Dataset entries:

□ □ □

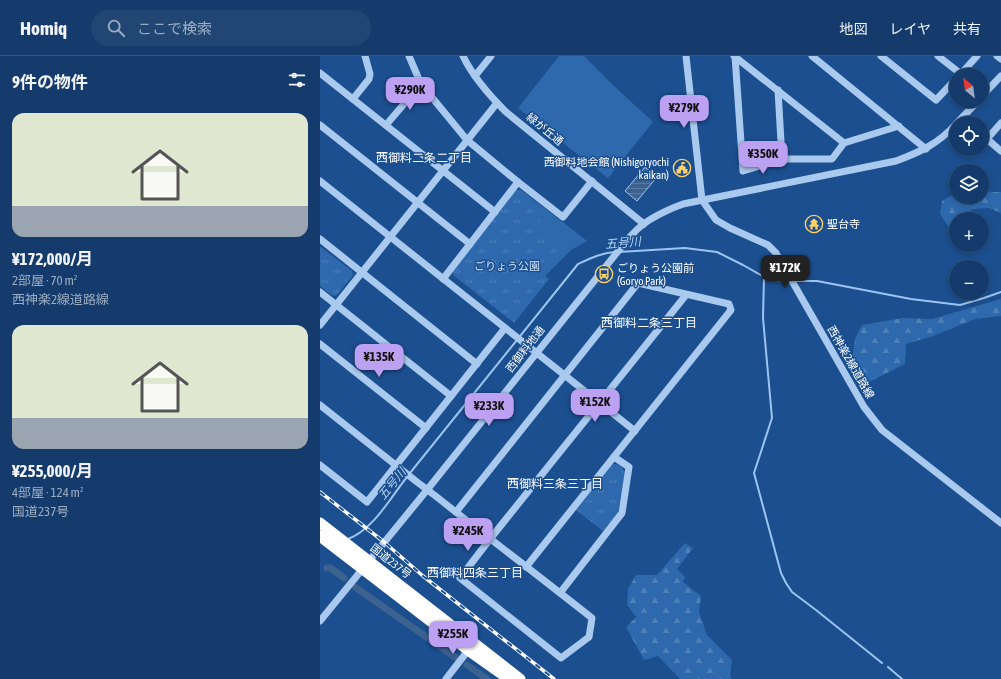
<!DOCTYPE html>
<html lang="ja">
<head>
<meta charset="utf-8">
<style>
  body { margin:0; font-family:"Asap Condensed","Noto Sans JP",sans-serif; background:#214673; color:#f1f3f6; height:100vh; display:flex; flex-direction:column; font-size:15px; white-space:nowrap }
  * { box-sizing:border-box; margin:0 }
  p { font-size:13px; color:#9dadc1 }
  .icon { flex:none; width:22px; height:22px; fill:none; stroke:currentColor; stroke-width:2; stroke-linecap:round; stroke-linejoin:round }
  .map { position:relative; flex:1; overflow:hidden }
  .side { display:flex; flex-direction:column; background:#143b6b; width:320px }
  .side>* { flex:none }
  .needle { width:26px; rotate:331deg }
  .buttons { position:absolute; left:629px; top:12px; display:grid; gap:8px }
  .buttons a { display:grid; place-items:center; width:40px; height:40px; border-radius:50%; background:#143b6b; box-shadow:0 2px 6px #0003,0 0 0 1px #33557e; font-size:20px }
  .price { position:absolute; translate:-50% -34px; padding:0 9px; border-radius:8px; background:#bca0f2; color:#111; font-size:13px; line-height:26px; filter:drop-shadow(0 1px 2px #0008) }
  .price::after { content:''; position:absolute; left:50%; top:24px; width:12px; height:9px; margin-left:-6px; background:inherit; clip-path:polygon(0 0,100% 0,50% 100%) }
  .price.current { background:#222; color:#fff }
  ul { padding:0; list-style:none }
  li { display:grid; align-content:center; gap:8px; height:212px; padding:0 12px }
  li span { display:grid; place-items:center; height:124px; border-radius:12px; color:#555 }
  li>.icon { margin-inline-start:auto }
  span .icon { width:72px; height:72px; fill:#fffc; stroke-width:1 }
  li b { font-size:17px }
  h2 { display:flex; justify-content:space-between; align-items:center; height:48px; padding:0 12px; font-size:17px }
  header { display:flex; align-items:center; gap:24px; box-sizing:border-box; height:56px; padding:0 20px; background:#143b6b; border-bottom:1px solid #33557e }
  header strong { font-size:19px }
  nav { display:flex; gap:22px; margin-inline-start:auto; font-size:14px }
  .search { width:280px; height:36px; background:#214673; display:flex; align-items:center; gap:10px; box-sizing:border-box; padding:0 14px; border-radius:22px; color:#9dadc1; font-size:15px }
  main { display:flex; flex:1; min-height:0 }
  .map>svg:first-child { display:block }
</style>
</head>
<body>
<header>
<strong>Homiq</strong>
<div class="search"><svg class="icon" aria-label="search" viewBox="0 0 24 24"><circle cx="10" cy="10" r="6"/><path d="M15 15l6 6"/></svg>ここで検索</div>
<nav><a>地図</a><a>レイヤ</a><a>共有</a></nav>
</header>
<main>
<section class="side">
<h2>9件の物件<svg class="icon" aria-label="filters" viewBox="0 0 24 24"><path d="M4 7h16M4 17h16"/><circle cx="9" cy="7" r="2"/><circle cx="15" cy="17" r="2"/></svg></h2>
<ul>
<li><span style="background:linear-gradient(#dfe7d0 75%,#9aa5b1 0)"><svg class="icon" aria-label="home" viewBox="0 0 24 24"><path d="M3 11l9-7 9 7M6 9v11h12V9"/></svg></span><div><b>¥172,000/月</b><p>2部屋 · 70 m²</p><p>西神楽2線道路線</p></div></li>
<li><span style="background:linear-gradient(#dfe7d0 75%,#9aa5b1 0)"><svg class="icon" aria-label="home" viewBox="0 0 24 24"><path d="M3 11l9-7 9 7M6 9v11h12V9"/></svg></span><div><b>¥255,000/月</b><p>4部屋 · 124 m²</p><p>国道237号</p></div></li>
</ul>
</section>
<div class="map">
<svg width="681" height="623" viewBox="0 0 681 623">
  <defs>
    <pattern id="grass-tufts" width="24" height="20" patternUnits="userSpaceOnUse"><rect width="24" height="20" fill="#2e69ad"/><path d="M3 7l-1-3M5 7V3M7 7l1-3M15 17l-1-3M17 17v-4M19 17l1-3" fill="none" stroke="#4d80b9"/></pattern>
    <pattern id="forest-firs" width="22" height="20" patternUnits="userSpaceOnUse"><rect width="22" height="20" fill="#2e69ad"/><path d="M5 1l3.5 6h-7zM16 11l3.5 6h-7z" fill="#4d80b9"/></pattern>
    <pattern id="water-rules" width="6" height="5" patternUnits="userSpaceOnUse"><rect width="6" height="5" fill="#3c6290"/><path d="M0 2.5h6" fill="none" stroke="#597aa1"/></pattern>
  </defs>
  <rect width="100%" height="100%" fill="#1b4f8f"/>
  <g fill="url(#grass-tufts)">
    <polygon points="196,134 201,134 267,185 251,194 225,220 229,223 194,267 133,219 133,214"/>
    <polygon points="1,191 32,215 33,219 17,239 13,240 0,230 0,192"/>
    <path d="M293,408C299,408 303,411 305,417L298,457L283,475L256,454Z"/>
  </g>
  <g fill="url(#forest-firs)">
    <polygon points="662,134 672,136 681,136 681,157 669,152 652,153 646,163 636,163 636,170 628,170 620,158 622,145 636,137 636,141 662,141"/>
    <polygon points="681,243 681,260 655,263 613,280 586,288 585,308 547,327 531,312 535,283 542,269 583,262 612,263"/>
    <polygon points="365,487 373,492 357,513 365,521 363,526 381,540 379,556 387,579 412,604 410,617 411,623 360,623 338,600 324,604 306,571 316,561 307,549 308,533 316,519 337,519"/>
  </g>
  <g fill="#2e69ad">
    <polygon points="239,0 264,0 294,30 333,66 288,122 198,52"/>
    <polygon points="224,160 252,183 241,197 213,174"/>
  </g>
  <polygon fill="url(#water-rules)" stroke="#9cc4f0" points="325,111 337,121 317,145 305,135"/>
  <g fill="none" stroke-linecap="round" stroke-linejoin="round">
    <g stroke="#9cc4f0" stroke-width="2">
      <polyline points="299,196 365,192 397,196 423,209 444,221 455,224 470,225"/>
      <polyline points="444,221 443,262 452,362 434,417 461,517 466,527 472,536 496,554 562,607"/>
      <polyline points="474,225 497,225 591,243 640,249 664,242 681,236"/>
      <path d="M90,417L258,208C271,202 281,197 295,196"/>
      <path d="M28,483C54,473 70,442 87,421"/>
      <polyline points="568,611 582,623"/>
    </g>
    <g stroke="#3c6290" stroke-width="7">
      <polyline points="7,512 11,512 24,522"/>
      <polyline points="35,531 135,601"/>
      <polyline points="147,609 167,623"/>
    </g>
    <g stroke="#a9c9ee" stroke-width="7">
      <polyline points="89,0 101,28 147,84 198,126 243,161 272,125"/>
      <path d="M143,0C153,21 169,39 186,56L324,168"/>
      <polyline points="366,0 382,144 396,164 410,172 448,189 456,197 544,351 562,374 681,467"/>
      <polyline points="414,0 524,87"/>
      <polyline points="415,0 423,115 462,103 512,103 524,87 579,70"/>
      <polyline points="492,0 606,93"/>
      <polyline points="561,0 616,44 636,23"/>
      <polyline points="618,0 641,18"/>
      <polyline points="677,0 681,3"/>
      <polyline points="0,17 175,156"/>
      <polyline points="640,19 657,0"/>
      <polyline points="155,20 171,0"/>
      <polyline points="458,34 462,103"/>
      <polyline points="662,40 681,20"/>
      <polyline points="33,43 49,23 50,18 45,0"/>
      <polyline points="637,67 658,45"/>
      <polyline points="681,67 667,83 681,95"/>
      <polyline points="0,69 150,188"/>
      <polyline points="66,69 101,28"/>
      <polyline points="0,125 315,375"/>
      <polyline points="0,183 157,308"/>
      <polyline points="123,223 198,126"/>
      <polyline points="0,236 131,340"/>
      <polyline points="0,269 177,47"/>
      <polyline points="0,288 106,372"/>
      <path d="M0,349L97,426C119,442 139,459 160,475C198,504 235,533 272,562L269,581L241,602L140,522L170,483L366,239"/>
      <polyline points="0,409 47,446 185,272"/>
      <polyline points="136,456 318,227 409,248 411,254 206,511"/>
      <polyline points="240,537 302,457 309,411 294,401"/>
      <path d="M0,565L107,434L303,189C311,179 320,169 331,163C341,157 352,152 363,148L576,105C600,96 618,88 636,68"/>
      <polyline points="126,623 150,592"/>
    </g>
    <g stroke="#fff" stroke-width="11">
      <polyline points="0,467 200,623"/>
      <polyline points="0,480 148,594 189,623"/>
    </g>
    <defs>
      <polyline id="rail" points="0,436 64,486 103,520 234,623"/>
    </defs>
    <use href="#rail" stroke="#fff" stroke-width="3.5"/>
    <use href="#rail" stroke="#1b4f8f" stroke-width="2" stroke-dasharray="6" stroke-linecap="butt"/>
  </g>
  <defs>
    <symbol id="civic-ring" viewBox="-11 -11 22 22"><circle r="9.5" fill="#1b4f8f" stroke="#ffd166" stroke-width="1.5"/><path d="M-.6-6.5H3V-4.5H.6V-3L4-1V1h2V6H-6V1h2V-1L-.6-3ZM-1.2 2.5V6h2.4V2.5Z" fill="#ffd166"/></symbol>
    <symbol id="temple-ring" viewBox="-11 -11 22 22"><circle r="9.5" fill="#1b4f8f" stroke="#ffd166" stroke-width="1.5"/><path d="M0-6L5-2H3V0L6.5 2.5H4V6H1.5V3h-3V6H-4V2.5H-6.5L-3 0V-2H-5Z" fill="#ffd166"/></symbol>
    <symbol id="bus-ring" viewBox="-11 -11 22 22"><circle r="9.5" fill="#1b4f8f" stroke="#ffd166" stroke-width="1.5"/><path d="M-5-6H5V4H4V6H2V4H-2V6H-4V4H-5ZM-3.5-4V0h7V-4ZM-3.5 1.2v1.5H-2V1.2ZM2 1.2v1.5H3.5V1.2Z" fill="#ffd166"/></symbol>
  </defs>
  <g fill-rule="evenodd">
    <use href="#civic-ring" x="352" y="102" width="20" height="20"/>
    <use href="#temple-ring" x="484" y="158" width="20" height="20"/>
    <use href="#bus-ring" x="274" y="208" width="20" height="20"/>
  </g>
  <g text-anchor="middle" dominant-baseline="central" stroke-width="3" stroke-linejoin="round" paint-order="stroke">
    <g font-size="11" fill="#fff" stroke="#1b4f8f">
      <text transform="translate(225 73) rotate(39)">緑が丘通</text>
      <text transform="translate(205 293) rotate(-52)">西御料地通</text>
      <text transform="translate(531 306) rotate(60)">西神楽2線道路線</text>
      <text transform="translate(71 505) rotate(38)">国道237号</text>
    </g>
    <g font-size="11" fill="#fff" stroke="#1b4f8f" text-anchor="start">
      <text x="349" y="106" text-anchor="end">西御料地会館 (Nishigoryochi<tspan x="349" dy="13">kaikan)</tspan></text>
      <text x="507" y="168">聖台寺</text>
      <text x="297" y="212">ごりょう公園前<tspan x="297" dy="13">(Goryo Park)</tspan></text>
    </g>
    <g font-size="11" fill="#cfe3fa" stroke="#1b4f8f">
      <text x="187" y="210">ごりょう公園</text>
    </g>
    <g font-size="12" fill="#fff" stroke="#1b4f8f">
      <text x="104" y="102">西御料二条二丁目</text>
      <text x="329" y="267">西御料二条三丁目</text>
      <text x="235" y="428">西御料三条三丁目</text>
      <text x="155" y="517">西御料四条三丁目</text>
    </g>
    <g font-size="12" font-style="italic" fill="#b5d3f5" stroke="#1b4f8f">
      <text transform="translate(303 187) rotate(-5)">五号川</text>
      <text transform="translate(72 428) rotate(-51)">五号川</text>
    </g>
  </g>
</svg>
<div class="buttons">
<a><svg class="needle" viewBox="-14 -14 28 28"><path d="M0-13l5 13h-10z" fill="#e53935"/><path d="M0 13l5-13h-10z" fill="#9dadc1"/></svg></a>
<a><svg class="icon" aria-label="locate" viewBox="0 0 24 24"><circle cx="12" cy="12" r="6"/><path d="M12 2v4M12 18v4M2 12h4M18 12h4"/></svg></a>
<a><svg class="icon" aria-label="layers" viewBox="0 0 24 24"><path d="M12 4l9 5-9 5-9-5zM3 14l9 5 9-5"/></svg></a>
<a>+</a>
<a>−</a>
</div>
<b class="price" style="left:90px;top:55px">¥290K</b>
<b class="price" style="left:364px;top:73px">¥279K</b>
<b class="price" style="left:443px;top:119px">¥350K</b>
<b class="price current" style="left:465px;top:233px">¥172K</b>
<b class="price" style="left:59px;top:322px">¥135K</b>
<b class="price" style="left:275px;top:367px">¥152K</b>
<b class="price" style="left:169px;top:371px">¥233K</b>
<b class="price" style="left:148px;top:496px">¥245K</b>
<b class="price" style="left:133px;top:599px">¥255K</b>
</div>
</main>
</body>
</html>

□ □ □

§ **What you need to do**
Copy out each line in the preceding records that contains "linejoin".

§ **Response area**
  .icon { flex:none; width:22px; height:22px; fill:none; stroke:currentColor; stroke-width:2; stroke-linecap:round; stroke-linejoin:round }
  <g fill="none" stroke-linecap="round" stroke-linejoin="round">
  <g text-anchor="middle" dominant-baseline="central" stroke-width="3" stroke-linejoin="round" paint-order="stroke">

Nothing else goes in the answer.